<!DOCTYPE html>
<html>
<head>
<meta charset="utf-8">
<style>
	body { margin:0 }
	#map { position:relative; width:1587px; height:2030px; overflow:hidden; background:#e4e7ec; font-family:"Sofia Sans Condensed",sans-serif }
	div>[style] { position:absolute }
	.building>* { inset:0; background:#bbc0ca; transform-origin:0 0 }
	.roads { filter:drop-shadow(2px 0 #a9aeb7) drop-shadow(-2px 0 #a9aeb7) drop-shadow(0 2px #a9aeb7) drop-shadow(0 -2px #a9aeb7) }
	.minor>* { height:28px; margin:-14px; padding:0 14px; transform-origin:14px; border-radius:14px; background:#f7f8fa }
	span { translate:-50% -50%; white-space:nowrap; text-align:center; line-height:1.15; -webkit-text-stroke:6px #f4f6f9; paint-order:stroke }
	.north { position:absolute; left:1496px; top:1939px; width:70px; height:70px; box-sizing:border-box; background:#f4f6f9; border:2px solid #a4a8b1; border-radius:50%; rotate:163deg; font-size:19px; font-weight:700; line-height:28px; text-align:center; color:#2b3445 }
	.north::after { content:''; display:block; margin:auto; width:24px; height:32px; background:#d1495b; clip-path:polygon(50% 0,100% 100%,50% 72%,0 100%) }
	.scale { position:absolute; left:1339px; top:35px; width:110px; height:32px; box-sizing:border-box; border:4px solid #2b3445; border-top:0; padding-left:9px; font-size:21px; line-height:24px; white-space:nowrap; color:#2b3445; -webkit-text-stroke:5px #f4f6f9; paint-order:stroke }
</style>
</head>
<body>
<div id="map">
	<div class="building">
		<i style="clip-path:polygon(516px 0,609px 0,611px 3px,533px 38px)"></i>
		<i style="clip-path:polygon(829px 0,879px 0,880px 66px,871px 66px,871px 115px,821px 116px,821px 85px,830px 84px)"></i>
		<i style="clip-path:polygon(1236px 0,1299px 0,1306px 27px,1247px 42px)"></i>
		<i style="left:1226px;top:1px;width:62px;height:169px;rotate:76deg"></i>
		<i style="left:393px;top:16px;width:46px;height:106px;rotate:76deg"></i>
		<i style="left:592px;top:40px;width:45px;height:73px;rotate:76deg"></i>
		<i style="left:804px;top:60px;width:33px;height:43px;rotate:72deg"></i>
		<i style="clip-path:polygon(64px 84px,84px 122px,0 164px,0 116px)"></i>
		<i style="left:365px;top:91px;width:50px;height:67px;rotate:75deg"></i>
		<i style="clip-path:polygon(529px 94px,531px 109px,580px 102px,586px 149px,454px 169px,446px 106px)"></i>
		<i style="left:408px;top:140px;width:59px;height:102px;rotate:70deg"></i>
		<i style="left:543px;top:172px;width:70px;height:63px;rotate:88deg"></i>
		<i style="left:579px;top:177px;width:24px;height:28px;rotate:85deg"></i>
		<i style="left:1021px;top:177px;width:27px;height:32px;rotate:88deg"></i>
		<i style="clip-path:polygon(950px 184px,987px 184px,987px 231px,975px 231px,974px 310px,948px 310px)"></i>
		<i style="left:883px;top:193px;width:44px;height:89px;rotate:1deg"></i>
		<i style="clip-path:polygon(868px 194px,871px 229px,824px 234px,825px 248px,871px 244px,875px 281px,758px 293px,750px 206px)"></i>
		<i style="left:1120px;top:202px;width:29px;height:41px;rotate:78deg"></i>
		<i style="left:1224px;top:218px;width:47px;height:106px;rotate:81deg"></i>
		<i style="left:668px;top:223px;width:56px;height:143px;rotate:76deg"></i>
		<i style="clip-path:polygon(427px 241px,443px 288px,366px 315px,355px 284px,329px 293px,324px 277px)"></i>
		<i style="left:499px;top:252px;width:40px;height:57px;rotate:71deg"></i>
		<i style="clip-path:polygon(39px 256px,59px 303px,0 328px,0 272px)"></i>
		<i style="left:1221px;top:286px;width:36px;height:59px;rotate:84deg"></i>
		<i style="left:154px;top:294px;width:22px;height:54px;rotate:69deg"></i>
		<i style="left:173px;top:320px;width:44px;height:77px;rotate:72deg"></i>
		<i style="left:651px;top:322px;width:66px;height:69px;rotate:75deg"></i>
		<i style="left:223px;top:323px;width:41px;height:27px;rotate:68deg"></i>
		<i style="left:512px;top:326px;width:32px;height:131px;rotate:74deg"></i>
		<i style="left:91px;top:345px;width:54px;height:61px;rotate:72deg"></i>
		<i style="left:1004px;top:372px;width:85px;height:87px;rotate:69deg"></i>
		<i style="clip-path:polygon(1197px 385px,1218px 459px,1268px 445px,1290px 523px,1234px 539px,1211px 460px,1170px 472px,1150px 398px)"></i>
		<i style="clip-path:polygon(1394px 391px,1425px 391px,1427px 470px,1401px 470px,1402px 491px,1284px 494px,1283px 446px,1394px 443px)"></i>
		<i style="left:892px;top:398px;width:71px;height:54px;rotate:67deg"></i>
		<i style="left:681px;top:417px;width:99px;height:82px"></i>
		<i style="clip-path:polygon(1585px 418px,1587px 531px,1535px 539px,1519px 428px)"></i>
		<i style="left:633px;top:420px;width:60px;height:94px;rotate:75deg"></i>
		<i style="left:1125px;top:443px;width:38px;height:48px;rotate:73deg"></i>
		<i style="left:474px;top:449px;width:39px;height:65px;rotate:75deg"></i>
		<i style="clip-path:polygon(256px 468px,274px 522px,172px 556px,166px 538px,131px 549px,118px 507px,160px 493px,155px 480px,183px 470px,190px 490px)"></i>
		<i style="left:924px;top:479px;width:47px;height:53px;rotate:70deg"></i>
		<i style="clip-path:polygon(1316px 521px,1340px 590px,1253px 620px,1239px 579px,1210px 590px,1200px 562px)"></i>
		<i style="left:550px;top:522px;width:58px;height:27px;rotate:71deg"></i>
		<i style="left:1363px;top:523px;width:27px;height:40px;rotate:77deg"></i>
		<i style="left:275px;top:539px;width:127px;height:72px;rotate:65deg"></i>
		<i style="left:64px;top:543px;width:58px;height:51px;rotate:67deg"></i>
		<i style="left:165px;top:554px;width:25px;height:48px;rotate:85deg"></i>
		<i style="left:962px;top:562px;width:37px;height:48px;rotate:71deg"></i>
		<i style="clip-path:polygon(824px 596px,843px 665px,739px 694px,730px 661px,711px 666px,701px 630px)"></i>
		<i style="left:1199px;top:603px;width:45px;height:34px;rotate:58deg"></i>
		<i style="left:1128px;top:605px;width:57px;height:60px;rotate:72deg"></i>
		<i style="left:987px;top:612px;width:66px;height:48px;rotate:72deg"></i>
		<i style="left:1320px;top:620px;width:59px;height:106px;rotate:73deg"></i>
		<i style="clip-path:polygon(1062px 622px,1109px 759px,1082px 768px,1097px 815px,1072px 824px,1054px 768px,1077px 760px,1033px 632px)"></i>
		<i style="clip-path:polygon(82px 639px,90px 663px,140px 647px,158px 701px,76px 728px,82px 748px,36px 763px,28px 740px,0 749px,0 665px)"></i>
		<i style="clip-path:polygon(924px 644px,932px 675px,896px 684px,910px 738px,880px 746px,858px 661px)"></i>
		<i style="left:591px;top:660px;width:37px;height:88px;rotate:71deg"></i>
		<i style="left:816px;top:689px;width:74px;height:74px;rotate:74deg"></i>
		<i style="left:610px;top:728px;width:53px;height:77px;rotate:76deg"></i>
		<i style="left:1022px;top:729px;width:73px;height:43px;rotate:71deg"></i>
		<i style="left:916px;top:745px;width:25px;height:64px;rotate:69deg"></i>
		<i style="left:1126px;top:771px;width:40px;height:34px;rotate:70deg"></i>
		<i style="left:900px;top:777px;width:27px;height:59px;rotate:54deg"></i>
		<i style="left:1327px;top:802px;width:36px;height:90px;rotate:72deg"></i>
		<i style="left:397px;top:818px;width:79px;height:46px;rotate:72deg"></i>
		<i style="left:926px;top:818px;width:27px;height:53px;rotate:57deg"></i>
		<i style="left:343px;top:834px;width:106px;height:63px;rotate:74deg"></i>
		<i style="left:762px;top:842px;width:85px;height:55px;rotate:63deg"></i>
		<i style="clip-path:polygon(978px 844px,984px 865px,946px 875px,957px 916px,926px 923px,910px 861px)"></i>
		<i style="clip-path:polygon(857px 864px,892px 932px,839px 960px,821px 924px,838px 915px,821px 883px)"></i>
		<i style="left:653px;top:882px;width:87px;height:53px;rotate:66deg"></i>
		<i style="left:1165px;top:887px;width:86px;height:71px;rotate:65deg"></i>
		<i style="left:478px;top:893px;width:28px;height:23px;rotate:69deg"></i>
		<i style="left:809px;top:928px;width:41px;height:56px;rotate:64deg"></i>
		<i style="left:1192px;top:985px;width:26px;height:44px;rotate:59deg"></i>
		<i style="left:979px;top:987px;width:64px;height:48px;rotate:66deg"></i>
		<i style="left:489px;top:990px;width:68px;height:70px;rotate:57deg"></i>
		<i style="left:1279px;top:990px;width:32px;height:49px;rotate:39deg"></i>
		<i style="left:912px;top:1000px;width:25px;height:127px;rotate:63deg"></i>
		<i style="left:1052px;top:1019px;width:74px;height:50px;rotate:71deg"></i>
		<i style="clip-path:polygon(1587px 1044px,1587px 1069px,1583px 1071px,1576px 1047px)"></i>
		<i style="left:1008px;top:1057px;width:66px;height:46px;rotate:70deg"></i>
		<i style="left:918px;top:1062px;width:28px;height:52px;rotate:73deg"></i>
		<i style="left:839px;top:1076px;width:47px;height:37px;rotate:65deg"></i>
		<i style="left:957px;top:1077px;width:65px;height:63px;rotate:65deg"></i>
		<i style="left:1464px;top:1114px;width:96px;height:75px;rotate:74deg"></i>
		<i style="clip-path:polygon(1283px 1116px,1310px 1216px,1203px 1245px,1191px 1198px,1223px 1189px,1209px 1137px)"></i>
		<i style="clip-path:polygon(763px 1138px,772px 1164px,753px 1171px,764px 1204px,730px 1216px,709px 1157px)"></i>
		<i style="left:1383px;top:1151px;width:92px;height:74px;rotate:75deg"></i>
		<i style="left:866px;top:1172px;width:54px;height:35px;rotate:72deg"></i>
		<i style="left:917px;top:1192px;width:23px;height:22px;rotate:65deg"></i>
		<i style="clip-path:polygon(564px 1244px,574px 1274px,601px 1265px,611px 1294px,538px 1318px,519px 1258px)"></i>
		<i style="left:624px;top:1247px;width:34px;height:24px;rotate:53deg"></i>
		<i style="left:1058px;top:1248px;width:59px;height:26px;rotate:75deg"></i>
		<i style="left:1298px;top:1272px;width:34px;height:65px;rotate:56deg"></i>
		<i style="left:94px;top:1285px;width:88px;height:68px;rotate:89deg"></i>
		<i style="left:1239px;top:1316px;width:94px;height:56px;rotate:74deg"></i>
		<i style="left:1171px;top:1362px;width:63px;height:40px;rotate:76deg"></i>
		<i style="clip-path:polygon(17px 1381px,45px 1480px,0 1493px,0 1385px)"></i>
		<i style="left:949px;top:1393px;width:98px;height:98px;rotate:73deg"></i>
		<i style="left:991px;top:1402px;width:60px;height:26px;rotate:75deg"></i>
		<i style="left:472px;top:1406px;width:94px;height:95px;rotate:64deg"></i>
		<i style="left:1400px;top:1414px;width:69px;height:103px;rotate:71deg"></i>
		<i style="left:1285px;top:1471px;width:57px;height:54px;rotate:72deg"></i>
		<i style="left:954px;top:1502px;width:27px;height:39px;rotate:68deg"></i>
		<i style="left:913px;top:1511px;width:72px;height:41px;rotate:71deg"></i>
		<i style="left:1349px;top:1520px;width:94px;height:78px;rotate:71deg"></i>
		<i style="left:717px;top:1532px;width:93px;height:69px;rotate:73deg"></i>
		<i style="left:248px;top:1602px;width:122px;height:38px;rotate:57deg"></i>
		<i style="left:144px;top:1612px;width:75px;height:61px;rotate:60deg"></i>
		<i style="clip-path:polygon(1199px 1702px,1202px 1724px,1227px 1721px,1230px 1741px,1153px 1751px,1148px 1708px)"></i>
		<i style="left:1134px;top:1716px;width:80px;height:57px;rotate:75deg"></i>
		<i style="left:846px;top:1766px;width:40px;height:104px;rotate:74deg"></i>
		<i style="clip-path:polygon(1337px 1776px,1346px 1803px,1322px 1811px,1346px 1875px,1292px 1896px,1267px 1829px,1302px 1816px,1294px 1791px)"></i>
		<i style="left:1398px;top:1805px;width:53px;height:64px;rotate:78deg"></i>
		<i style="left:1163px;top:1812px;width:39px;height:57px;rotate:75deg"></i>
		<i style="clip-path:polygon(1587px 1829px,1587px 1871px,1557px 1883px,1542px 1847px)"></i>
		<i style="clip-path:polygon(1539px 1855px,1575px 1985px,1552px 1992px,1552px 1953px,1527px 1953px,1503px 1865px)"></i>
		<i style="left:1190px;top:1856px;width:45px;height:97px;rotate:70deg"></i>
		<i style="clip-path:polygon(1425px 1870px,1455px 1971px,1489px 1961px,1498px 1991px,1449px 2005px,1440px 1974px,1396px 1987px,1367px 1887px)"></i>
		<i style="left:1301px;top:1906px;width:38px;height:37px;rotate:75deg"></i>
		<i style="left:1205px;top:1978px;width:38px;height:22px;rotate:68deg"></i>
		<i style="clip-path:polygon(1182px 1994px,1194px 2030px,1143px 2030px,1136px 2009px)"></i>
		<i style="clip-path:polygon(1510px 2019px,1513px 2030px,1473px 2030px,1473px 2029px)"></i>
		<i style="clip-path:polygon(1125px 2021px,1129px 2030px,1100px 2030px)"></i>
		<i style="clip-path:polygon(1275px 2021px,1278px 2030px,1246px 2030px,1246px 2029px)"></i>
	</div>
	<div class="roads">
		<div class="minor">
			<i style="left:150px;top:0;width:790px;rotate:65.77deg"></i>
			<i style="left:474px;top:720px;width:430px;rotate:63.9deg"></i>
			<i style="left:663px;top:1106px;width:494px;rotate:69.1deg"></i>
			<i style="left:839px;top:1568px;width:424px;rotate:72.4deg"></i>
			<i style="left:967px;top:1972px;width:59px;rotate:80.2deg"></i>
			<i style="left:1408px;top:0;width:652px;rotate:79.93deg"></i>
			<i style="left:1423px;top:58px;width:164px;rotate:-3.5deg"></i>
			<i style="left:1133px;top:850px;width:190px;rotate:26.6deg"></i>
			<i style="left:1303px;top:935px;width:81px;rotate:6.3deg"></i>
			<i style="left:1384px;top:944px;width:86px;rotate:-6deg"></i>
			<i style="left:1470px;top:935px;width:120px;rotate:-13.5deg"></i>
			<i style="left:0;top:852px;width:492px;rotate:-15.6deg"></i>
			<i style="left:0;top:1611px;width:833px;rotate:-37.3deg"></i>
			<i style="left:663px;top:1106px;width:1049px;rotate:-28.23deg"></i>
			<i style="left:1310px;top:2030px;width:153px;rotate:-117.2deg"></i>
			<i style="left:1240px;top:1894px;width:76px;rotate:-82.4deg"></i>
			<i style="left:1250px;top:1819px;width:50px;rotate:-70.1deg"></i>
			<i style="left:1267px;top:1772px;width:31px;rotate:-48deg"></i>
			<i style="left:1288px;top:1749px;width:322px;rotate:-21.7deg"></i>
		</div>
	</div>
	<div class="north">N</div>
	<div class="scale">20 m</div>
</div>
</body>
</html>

• Problem: Taking the records from the top, repeat each line exactly until you have repeated the line that contains "position:absolute; left:1496px; top:1939px;".

• Written response:
<!DOCTYPE html>
<html>
<head>
<meta charset="utf-8">
<style>
	body { margin:0 }
	#map { position:relative; width:1587px; height:2030px; overflow:hidden; background:#e4e7ec; font-family:"Sofia Sans Condensed",sans-serif }
	div>[style] { position:absolute }
	.building>* { inset:0; background:#bbc0ca; transform-origin:0 0 }
	.roads { filter:drop-shadow(2px 0 #a9aeb7) drop-shadow(-2px 0 #a9aeb7) drop-shadow(0 2px #a9aeb7) drop-shadow(0 -2px #a9aeb7) }
	.minor>* { height:28px; margin:-14px; padding:0 14px; transform-origin:14px; border-radius:14px; background:#f7f8fa }
	span { translate:-50% -50%; white-space:nowrap; text-align:center; line-height:1.15; -webkit-text-stroke:6px #f4f6f9; paint-order:stroke }
	.north { position:absolute; left:1496px; top:1939px; width:70px; height:70px; box-sizing:border-box; background:#f4f6f9; border:2px solid #a4a8b1; border-radius:50%; rotate:163deg; font-size:19px; font-weight:700; line-height:28px; text-align:center; color:#2b3445 }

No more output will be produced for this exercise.